(RECORD EXTRACTS begins)
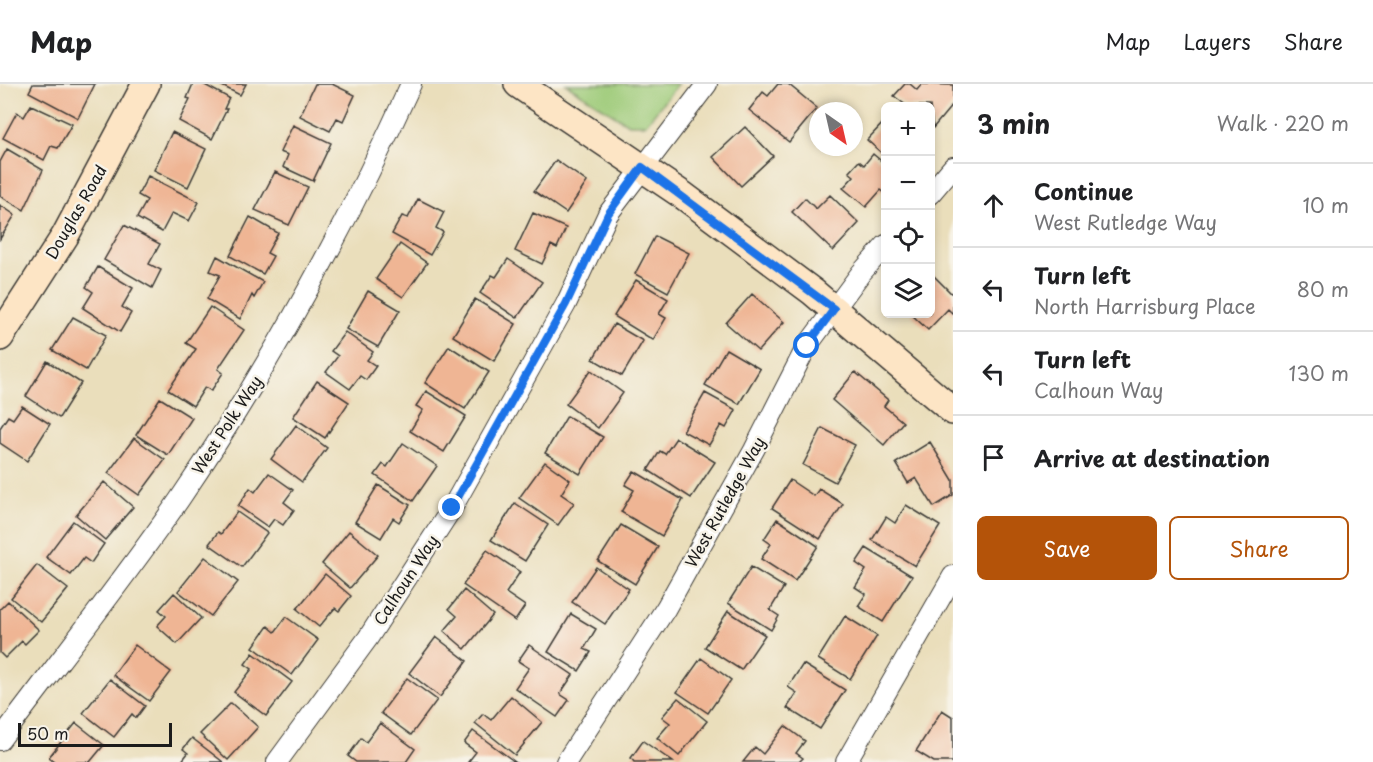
<!DOCTYPE html>
<meta charset="utf-8">
<style>
body{margin:0;font-family:"Playpen Sans",sans-serif;background:#f2f2f2;color:#202124}
.controls{position:absolute;right:18px;top:18px;display:grid;overflow:hidden;border-radius:9px;box-shadow:0 3px 9px #0003}
.controls button{width:54px;height:54px;display:grid;place-items:center;padding:0;border:0;border-bottom:2px solid #e0e0e0;background:#fff;color:#202124;font:30px sans-serif}
.compass{position:absolute;left:809px;top:18px;width:54px;height:54px;border-radius:50%;background:#fff;box-shadow:0 3px 9px #0003;rotate:146deg}
.scale{position:absolute;left:18px;bottom:15px;width:154px;box-sizing:border-box;padding-left:6px;border:3px solid #1c1c1c;border-top:0;font-size:16px;line-height:21px;white-space:nowrap;color:#1c1c1c;-webkit-text-stroke:4px #f7f3e8;paint-order:stroke}
.stop{position:absolute;width:18px;height:18px;margin:-14px;border:4px solid #1a73e8;border-radius:50%;background:#fff}
.stop.end{background:#1a73e8;border-color:#fff;box-shadow:0 2px 6px #0008}
.list{margin:0;padding:0;list-style:none}
h2{display:flex;justify-content:space-between;align-items:center;height:78px;margin:0;padding:0 24px;font-size:26px}
h2 small{font-size:20px;font-weight:400;color:#757577}
.list li{display:grid;grid-template-columns:39px 1fr auto;gap:18px;align-items:center;box-sizing:border-box;height:84px;padding:0 24px;border-top:2px solid #e0e0e0}
.list b{display:block;font-size:22px;white-space:nowrap}
.list p{margin:0;font-size:20px;white-space:nowrap;color:#757577}
.list em{font-size:20px;font-style:normal;color:#757577}
.actions{display:flex;gap:12px;padding:18px 24px}
.actions a{flex:1;padding:14px 0;border:2px solid #b45309;border-radius:9px;text-align:center;font-size:21px;color:#b45309}
.actions .main{background:#b45309;color:#fff}
.icon{flex:none;width:33px;height:33px;fill:none;stroke:currentColor;stroke-width:2;stroke-linecap:round;stroke-linejoin:round}
.map{position:relative;flex:none;width:953px;height:678px;overflow:hidden}
header{display:flex;align-items:center;gap:36px;box-sizing:border-box;height:84px;padding:0 30px;background:#fff;border-bottom:2px solid #e0e0e0}
header strong{font-size:28px}
nav{display:flex;gap:33px;margin-inline-start:auto;font-size:21px}
main{display:flex}
aside{flex:1;background:#fff}
.map>svg:first-child{display:block}
.green{fill:#9ecb79;stroke:#5d744a;stroke-width:1.5}
.building{fill:#efb594}
.lines{fill:none;stroke-linecap:round;stroke-linejoin:round}
.street-casing{stroke:#3b3934;stroke-width:22}
.secondary-casing{stroke:#3b3934;stroke-width:30}
.street{stroke:#fff;stroke-width:20}
.secondary{stroke:#fde5c5;stroke-width:27}
.route{stroke:#1a73e8;stroke-width:8}
.labels{text-anchor:middle;stroke-width:5;stroke-linejoin:round;paint-order:stroke}
.street-label{font-size:16px;fill:#1c1c1c;stroke:#f7f3e8}
</style>
<header>
<strong>Map</strong>
<nav><a>Map</a><a>Layers</a><a>Share</a></nav>
</header>
<main>
<div class="map">
<svg width="953" height="678" viewBox="0 0 953 678">
<rect width="100%" height="100%" fill="#f7f3e8"/>
<filter id="ink" filterUnits="userSpaceOnUse"><feTurbulence type="fractalNoise" baseFrequency=".0167" numOctaves="2"/><feDisplacementMap in="SourceGraphic" scale="12" xChannelSelector="R" yChannelSelector="G"/><feConvolveMatrix kernelMatrix="1 2 1 2 8 2 1 2 1" color-interpolation-filters="sRGB"/></filter>
<filter id="wash" filterUnits="userSpaceOnUse"><feTurbulence type="fractalNoise" baseFrequency=".008" numOctaves="4" result="noise"/><feDisplacementMap in="SourceGraphic" scale="24" xChannelSelector="R" yChannelSelector="G"/><feGaussianBlur stdDeviation="1.35" result="paint"/><feColorMatrix in="noise" values="0 0 0 0 0 0 0 0 0 0 0 0 0 0 0 0 0 1.4 0 .05"/><feComposite in="paint" operator="in"/></filter>
<g filter="url(#wash)">
<rect width="100%" height="100%" fill="#eadebb"/>
<path class="green" d="M566,0H678L646,40H628Z"/>
<g id="blocks">
<path class="building" d="M33,0H95L78,34L29,8Z
M193,0H203L229,14L224,25H227L212,55L179,37L190,15L187,14Z
M218,0H246L240,11Z
M315,0H332L355,11L343,37L337,34L330,47L300,32Z
M778,0H788L817,24L789,58L749,26L763,8L768,12Z
M905,0H910L917,6L922,0L953,1V20L933,44L930,22H907L894,12Z
M31,21L72,40L58,64L51,62L44,76L3,54L17,28L24,33Z
M886,36V73L867,56Z
M293,41L331,59L313,97L283,83L288,71L280,68Z
M745,43L773,72L741,102L713,73Z
M172,48L206,65L188,103L154,86Z
M7,65L43,86L24,126L0,112V78Z
M873,70L886,81V110L881,106L866,123L843,104L854,92L849,88L859,77L864,81Z
M556,76L587,98L566,129L534,107Z
M275,88L308,103L289,141L255,126Z
M148,92L199,118L189,137L172,129L162,148L137,134L147,116L138,111Z
M830,111L859,139L833,167L792,128L805,114L816,125Z
M418,115L444,128L436,144L443,148L430,171L392,150L402,132L408,134Z
M0,121L15,131L0,155Z
M533,129L566,144L557,164L551,161L542,180L515,167Z
M250,133L278,149L267,169L273,172L263,190L230,172Z
M124,141L160,160L149,180L161,186L152,204L104,176Z
M655,152L689,169L668,208L635,190Z
M400,160L427,179L403,213L376,195Z
M217,172L263,198L254,214L252,211L240,235L207,215L220,191L210,187Z
M508,175L542,198L517,234L480,209L492,191L496,193Z
M98,183L133,204L122,223L131,229L120,248L83,224L93,208L86,203Z
M930,188L951,209L953,208V230L948,225L928,246L911,230H930Z
M636,196L668,215L659,230L666,234L653,256L614,232Z
M368,207L400,226L378,263L346,245Z
M752,210L784,238L758,267L726,239Z
M475,215L516,240L494,277L453,252Z
M210,223L244,246L218,285L223,289L211,307L205,303L193,322L168,306L196,265L186,259Z
M73,233L106,251L86,286L52,266Z
M614,240L643,257L622,292L593,275Z
M345,248L373,268L367,276L376,282L366,296L360,292L350,305L326,288L338,272L331,267Z
M449,262L489,288L465,325L425,299Z
M726,265L760,285L739,320L705,301Z
M47,277L81,299L59,334L26,312Z
M591,286L623,309L598,344L566,320Z
M855,288L888,316L884,322L903,338L884,361L832,316Z
M317,297L349,318L325,354L293,333Z
M426,307L466,332L444,368L410,347L423,326L416,322Z
M705,309L736,326L726,344L721,341L709,361L683,347Z
M160,314L192,334L168,371L136,351Z
M22,322L50,340L27,377L0,359V344L8,332L13,335Z
M567,332L603,353L580,390L545,369Z
M296,341L327,364L302,398L271,375Z
M822,344L855,361L835,398L803,381Z
M134,354L165,376L139,411L108,389Z
M676,354L715,378L691,414L648,386L660,367L665,370Z
M930,358L953,396V411L934,423L916,394L908,399L896,379Z
M403,359L437,382L413,417L375,391L383,380L387,383Z
M545,378L570,396L561,410L574,419L558,441L519,414Z
M634,387L683,416L662,452L621,428L634,406L625,401Z
M269,389L293,406L284,418L294,426L283,441L274,435L268,443L238,422L250,404L255,408Z
M790,396L814,412L819,405L843,420L820,455L772,424Z
M104,398L133,423L105,456L76,431Z
M378,401L410,421L399,438L393,434L381,454L355,438Z
M515,419L548,441L525,477L491,456Z
M906,421L940,442L915,482L872,456L886,433L895,439Z
M237,428L267,449L242,483L209,460L218,448L221,450Z
M777,435L818,462L795,497L761,475L771,460L764,455Z
M73,437L104,460L91,479L84,474L71,491L46,473Z
M621,441L658,463L635,500L598,477Z
M349,447L378,471L350,504L322,480Z
M866,464L912,492L883,538L858,522L866,510L855,503L866,486L856,479Z
M487,466L520,488L506,509L525,522L515,537L463,501Z
M205,473L238,498L211,532L178,507Z
M37,481L68,505L41,538L11,514Z
M596,483L629,505L605,540L572,518Z
M751,483L784,503L770,526L779,532L771,546L728,519Z
M325,490L351,512L339,527L335,524L319,543L297,525Z
M464,506L493,531L465,565L444,547L457,532L449,525Z
M174,509L201,534L177,560L157,542L166,532L159,526Z
M8,517L39,546L25,560L22,557L5,574L0,569V525Z
M728,527L765,551L741,586L705,563Z
M571,530L596,545L584,565L591,568L579,587L548,568Z
M845,532L877,552L850,595L818,575Z
M286,533L318,556L292,591L253,563L268,542L275,548Z
M436,553L467,577L440,613L409,589Z
M135,561L171,588L149,617L113,591Z
M529,561L573,591L560,610L569,616L557,633L515,604L529,584L518,577Z
M253,569L292,598L266,632L234,608L252,585L245,580Z
M701,574L731,596L708,629L677,608Z
M803,580L845,606L820,645L787,624L797,609L788,603Z
M407,594L437,616L411,651L381,629Z
M110,595L145,622L136,634L132,630L114,653L83,629Z
M511,612L542,638L515,671L475,639L483,630L491,636Z
M678,614L707,637L679,672L657,654L670,639L662,633Z
M231,619L258,643L228,676L200,650Z
M942,626L953,633V678H934L916,667Z
M76,639L104,661L90,678H55L49,673Z
M380,639L415,665L406,678H356L348,672L361,654L366,658Z
M785,642L805,657L796,669L803,674L799,678H743L755,663L763,670Z
M473,647L515,678H468L476,668L464,659Z
M192,654L223,678H181L188,669L183,665Z
M643,657L673,678H634L631,674Z"/>
</g>
</g>
<g filter="url(#ink)">
<use href="#blocks" fill-opacity="0" stroke="#3b3934" stroke-width="1.5"/>
<g class="lines">
<defs>
<path id="street" d="M930,110L953,83
M0,656C60,576 122,498 179,416C269,284 345,145 411,0
M277,678L368,554L452,424L566,220L608,130L707,0
M566,678L666,524L754,366L807,262L861,189L886,161
M846,678L953,492"/>
<path id="secondary" d="M518,0L684,112L813,208L953,327
M0,253L65,152L146,0"/>
</defs>
<use href="#street" class="street-casing"/>
<use href="#secondary" class="secondary-casing"/>
<use href="#street" class="street"/>
<use href="#secondary" class="secondary"/>
</g>
</g>
<g class="lines" filter="url(#ink)">
<path class="route" d="M452,424L566,220L608,130L642,83L834,225L807,262"/>
</g>
<g class="labels">
<g class="street-label">
<text transform="translate(76 128) rotate(-60)" y="6">Douglas Road</text>
<text transform="translate(227 341) rotate(-57)" y="6">West Polk Way</text>
<text transform="translate(725 418) rotate(-61)" y="6">West Rutledge Way</text>
<text transform="translate(406 496) rotate(-57)" y="6">Calhoun Way</text>
</g>
</g>
</svg>
<div class="controls">
<button>+</button>
<button>−</button>
<button><svg class="icon" aria-label="locate" viewBox="0 0 24 24"><circle cx="12" cy="12" r="6"/><path d="M12 2v4M12 18v4M2 12h4M18 12h4"/></svg></button>
<button><svg class="icon" aria-label="layers" viewBox="0 0 24 24"><path d="M12 4l9 5-9 5-9-5zM3 14l9 5 9-5"/></svg></button>
</div>
<svg class="compass" viewBox="-18 -18 36 36"><path d="M0-13l5 13h-10z" fill="#e53935"/><path d="M0 13l5-13h-10z" fill="#757577"/></svg>
<div class="scale">50 m</div>
<div class="stop" style="left:807px;top:262px"></div>
<div class="stop end" style="left:452px;top:424px"></div>
</div>
<aside>
<h2>3 min<small>Walk · 220 m</small></h2>
<ul class="list">
<li><svg class="icon" aria-label="ahead" viewBox="0 0 24 24"><path d="M12 20V5M6 11l6-6 6 6"/></svg><div><b>Continue</b><p>West Rutledge Way</p></div><em>10 m</em></li>
<li><svg class="icon" aria-label="left" viewBox="0 0 24 24"><path d="M17 20v-9H6M10 6l-5 5 5 5"/></svg><div><b>Turn left</b><p>North Harrisburg Place</p></div><em>80 m</em></li>
<li><svg class="icon" aria-label="left" viewBox="0 0 24 24"><path d="M17 20v-9H6M10 6l-5 5 5 5"/></svg><div><b>Turn left</b><p>Calhoun Way</p></div><em>130 m</em></li>
<li><svg class="icon" aria-label="arrive" viewBox="0 0 24 24"><path d="M6 21V4h12l-3 4 3 4H6"/></svg><div><b>Arrive at destination</b></div></li>
</ul>
<div class="actions"><a class="main">Save</a><a>Share</a></div>
</aside>
</main>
(RECORD EXTRACTS ends)
WHAT YOU SHOULD DO → Which lines hold the word "size"? Copy each of them from the records.

WRITTEN ANSWER →
.scale{position:absolute;left:18px;bottom:15px;width:154px;box-sizing:border-box;padding-left:6px;border:3px solid #1c1c1c;border-top:0;font-size:16px;line-height:21px;white-space:nowrap;color:#1c1c1c;-webkit-text-stroke:4px #f7f3e8;paint-order:stroke}
h2{display:flex;justify-content:space-between;align-items:center;height:78px;margin:0;padding:0 24px;font-size:26px}
h2 small{font-size:20px;font-weight:400;color:#757577}
.list b{display:block;font-size:22px;white-space:nowrap}
.list p{margin:0;font-size:20px;white-space:nowrap;color:#757577}
.list em{font-size:20px;font-style:normal;color:#757577}
.actions a{flex:1;padding:14px 0;border:2px solid #b45309;border-radius:9px;text-align:center;font-size:21px;color:#b45309}
header strong{font-size:28px}
nav{display:flex;gap:33px;margin-inline-start:auto;font-size:21px}
.street-label{font-size:16px;fill:#1c1c1c;stroke:#f7f3e8}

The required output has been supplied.